#### Directions
Filter the data for lines with the word "paint" and copy those lines.

Items from a data source:
────────

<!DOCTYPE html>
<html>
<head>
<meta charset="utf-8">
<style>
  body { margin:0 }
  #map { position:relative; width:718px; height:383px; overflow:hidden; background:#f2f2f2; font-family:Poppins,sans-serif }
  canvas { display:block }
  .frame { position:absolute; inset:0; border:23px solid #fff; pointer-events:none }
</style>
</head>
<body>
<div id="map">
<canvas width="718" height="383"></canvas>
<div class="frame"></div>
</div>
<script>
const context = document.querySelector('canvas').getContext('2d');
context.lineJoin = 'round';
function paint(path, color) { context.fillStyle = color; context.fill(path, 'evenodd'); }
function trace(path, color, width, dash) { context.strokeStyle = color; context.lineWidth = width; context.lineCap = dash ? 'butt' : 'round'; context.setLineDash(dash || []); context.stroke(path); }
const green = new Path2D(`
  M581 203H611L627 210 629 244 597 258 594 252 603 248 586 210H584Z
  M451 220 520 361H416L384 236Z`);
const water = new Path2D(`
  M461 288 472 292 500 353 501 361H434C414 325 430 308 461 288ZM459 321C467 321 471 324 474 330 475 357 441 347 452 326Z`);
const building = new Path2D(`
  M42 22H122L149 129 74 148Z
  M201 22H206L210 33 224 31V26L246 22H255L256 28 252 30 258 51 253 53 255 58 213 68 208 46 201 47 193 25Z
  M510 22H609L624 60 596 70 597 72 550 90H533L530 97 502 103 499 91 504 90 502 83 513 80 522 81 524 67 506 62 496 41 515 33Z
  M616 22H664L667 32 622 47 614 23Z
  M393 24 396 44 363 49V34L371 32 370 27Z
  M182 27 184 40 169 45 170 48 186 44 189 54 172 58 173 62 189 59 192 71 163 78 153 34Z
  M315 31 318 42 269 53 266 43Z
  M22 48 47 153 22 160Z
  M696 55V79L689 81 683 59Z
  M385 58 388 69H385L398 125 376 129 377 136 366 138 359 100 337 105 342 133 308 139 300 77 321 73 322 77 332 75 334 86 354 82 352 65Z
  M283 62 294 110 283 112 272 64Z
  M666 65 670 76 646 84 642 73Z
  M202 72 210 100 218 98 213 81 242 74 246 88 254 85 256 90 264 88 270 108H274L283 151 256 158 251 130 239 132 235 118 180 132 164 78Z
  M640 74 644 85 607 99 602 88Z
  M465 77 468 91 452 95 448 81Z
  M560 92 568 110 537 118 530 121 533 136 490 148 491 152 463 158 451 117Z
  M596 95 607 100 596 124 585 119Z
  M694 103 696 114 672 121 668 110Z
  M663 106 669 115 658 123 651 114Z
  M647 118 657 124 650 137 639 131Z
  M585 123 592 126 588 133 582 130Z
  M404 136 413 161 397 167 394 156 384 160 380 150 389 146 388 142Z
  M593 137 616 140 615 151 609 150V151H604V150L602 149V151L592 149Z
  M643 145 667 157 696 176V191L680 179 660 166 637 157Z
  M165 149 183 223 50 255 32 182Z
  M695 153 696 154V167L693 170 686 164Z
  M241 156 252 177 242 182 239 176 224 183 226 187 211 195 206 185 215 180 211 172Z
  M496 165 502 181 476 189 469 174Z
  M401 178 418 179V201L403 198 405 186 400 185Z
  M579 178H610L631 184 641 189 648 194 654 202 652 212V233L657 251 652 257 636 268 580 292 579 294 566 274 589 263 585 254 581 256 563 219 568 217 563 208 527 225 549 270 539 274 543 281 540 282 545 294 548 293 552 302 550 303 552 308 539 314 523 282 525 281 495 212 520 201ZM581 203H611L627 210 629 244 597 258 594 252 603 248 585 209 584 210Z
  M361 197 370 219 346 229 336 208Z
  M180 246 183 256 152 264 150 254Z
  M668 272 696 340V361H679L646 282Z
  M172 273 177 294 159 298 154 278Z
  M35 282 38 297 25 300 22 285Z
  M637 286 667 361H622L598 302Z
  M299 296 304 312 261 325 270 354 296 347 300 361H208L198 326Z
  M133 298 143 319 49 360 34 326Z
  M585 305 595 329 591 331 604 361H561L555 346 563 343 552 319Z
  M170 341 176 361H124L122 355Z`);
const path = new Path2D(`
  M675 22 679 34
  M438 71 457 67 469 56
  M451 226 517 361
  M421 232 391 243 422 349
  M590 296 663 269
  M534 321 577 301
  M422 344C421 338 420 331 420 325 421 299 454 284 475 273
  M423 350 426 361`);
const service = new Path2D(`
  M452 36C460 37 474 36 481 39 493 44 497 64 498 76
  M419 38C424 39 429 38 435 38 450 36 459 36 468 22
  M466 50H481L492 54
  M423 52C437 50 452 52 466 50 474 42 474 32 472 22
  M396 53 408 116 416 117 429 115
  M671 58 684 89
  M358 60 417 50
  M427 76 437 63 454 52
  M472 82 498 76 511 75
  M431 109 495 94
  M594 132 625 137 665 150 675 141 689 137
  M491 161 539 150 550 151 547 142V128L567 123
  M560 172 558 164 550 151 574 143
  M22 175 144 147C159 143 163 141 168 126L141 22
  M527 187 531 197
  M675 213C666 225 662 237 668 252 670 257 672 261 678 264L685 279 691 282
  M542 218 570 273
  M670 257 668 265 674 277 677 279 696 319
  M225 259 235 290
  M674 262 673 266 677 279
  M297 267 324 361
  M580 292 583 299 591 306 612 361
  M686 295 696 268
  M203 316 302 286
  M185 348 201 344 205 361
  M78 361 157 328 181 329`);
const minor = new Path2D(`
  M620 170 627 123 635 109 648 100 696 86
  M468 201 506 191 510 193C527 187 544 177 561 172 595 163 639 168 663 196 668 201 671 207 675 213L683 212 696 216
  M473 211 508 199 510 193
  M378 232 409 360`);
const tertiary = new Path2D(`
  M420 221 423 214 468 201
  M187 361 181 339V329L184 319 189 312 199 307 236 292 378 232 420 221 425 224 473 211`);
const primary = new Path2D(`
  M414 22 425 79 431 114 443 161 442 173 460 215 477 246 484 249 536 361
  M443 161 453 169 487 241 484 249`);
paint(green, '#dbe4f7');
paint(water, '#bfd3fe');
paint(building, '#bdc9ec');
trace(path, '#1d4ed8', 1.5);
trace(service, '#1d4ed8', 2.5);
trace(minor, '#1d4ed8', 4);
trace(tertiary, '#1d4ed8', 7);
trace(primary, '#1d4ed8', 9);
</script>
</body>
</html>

────────

#### Written answer
function paint(path, color) { context.fillStyle = color; context.fill(path, 'evenodd'); }
paint(green, '#dbe4f7');
paint(water, '#bfd3fe');
paint(building, '#bdc9ec');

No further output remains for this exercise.